September 23, 2014
VIA EDGAR
Mr. J. Nolan McWilliams
Attorney-Advisor
United States Securities and Exchange Commission
Division of Corporation Finance
100 F Street, N.E.
Washington, D.C. 20549-3628
Re:
Good Times Restaurants Inc.
Registration Statement on Form S-1
Filed September 5, 2014File No. 333-198581
Dear Mr. McWilliams:
This letter is on behalf of Good Times Restaurants Inc. (the Company, we, our, or us) in response to your comments of September 18, 2014 regarding the Companys Registration Statement on Form S-1 that was filed on EDGAR on September 5, 2014 (such Registration Statement, as amended, the Registration Statement).
For convenience of reference, we have set forth your comments in bold below, with the Companys response following each comment.
Risk Factors, page 6
Risks Relating to Prior Securities Issuances, page 6
Issuances of our securities are subject to federal and state securities laws, page 6
1.
Please revise this risk factor and related caption to clarify, if true, that rescission rights described here relate to the sales of shares using a prospectus that did not meet the requirements of Section 10(a)(3) of the Securities Act of 1933.
The Company has revised the risk factor and related caption on page 6 to state that the rescission rights described therein relate to sales of shares using a prospectus that did not meet the requirements of Section 10(a)(3) of the Securities Act of 1933.
2.
Please tell us whether you incurred a contingent liability associated with the rescission rights with respect to sales of the underlying common shares issued upon the exercise
of A Warrants. If so, please disclose the amount and provide us your analysis in deriving it.
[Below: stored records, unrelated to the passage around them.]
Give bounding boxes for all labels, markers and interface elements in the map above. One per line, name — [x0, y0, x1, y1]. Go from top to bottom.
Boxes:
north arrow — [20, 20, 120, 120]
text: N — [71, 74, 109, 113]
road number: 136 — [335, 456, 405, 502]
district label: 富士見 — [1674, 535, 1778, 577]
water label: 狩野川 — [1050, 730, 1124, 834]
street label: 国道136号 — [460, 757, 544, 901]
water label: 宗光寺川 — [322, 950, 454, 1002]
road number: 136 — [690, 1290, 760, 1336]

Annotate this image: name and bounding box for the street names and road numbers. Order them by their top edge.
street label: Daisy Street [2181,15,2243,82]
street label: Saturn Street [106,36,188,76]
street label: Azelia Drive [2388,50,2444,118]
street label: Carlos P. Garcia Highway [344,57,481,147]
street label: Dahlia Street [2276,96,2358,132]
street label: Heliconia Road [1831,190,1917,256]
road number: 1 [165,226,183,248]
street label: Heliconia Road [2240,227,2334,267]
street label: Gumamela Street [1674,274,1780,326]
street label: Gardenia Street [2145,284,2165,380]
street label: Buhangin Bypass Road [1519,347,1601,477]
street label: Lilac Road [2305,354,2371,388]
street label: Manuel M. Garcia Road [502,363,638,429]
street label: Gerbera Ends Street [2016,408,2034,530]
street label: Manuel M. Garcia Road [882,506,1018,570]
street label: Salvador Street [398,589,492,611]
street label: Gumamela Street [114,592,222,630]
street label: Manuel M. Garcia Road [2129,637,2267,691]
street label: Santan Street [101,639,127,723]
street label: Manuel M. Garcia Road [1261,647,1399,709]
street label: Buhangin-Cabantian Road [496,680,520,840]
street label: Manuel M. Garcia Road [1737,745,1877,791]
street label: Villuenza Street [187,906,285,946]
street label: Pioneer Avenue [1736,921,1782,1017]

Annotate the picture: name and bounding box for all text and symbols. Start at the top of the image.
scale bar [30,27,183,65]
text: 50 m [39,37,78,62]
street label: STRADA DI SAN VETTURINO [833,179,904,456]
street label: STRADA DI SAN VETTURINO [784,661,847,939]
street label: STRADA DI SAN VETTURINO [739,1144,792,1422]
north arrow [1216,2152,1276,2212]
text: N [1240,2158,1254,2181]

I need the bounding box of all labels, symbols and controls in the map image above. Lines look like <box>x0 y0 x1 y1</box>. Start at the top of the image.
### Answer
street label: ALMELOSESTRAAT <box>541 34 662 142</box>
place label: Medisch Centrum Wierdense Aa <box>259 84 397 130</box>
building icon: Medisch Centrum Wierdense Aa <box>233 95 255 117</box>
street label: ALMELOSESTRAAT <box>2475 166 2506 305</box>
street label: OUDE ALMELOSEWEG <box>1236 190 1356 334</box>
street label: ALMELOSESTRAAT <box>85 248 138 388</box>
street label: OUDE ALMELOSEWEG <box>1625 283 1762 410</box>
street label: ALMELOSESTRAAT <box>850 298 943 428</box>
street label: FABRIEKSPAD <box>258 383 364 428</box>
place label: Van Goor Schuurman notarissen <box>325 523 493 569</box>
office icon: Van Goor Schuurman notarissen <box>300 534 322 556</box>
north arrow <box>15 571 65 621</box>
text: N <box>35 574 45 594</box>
If not, please tell us your basis why it is not necessary.
After reviewing FASB Accounting Standards Codification Topic 450 (ASC 450) in consultation with the Companys independent registered public accounting firm, the Company concluded that while it does have a possible contingent liability associated with the rescission rights with respect to sales of the underlying common shares issued upon the exercise of A Warrants, it is not required to record or report a contingent liability as the Company determined the likelihood of a material loss in connection with such potential rescission claims is remote.
In conducting the above-referenced analysis, the Company first calculated the maximum potential liability associated with the rescission rights. Between May 16, 2014 and August 20, 2014, an aggregate of 484,600 shares of the Companys common stock were issued upon exercise of the A Warrants at an exercise price of $2.75. Therefore, the maximum potential liability in connection with such rescission claims would be $1,332,650 plus interest.
The Company next considered the likelihood of being required to pay any or all of such amount in respect of rescission claims. In light of several factors, the Company concluded that it is highly unlikely that the Company would receive rescission claims amounting to any meaningful portion of the total potential liability. First, since the Company made public these rescission rights on August 22, 2014, no shareholder has approached the Company to request rescission, suggesting that it will continue to be unlikely that other shareholders would opt to exercise this right. Next, the Company expects that a warrant holder would not exercise its A Warrants (and pay cash to the Company) unless the warrant holder contemplated a prompt sale of the underlying stock. As the share price for the Companys common shares traded in excess of the exercise price of the A Warrants at all times between May 21, 2014 (the date of the first exercise of A Warrants after the prospectus no longer met the requirements of Section 10(a)(3) of the Securities Act of 1933) and August 20, 2014, the Company believes that the warrant holders who exercised their A Warrants in that period of time experienced a profit from the exercise and subsequent sale of the underlying common stock. A warrant holder who exercised his warrants and sold the underlying shares for a profit would not have damages.
In light of the foregoing factors and analysis, the Company concluded that the likelihood of experiencing a material loss in connection with the rescission claims with respect to sales of the underlying common shares issued upon exercise of A Warrants is remote, and therefore, under ASC 450, it is not required to disclose or accrue such event as a contingent liability.
If you have any additional questions or comments, please feel free to contact me directly at 303-384-1411 (email: bhoback@gtrestaurants.com), or our outside counsel, Joshua Schneiderman of Snell & Wilmer L.L.P. at 213-929-2545 (email: jschneiderman@swlaw.com) with any questions.
Very truly yours,
/s/ Boyd Hoback
Boyd Hoback
President and Chief Executive Officer
cc:
Roger Cohen, Snell & Wilmer L.L.P.
Joshua Schneiderman, Snell & Wilmer L.L.P.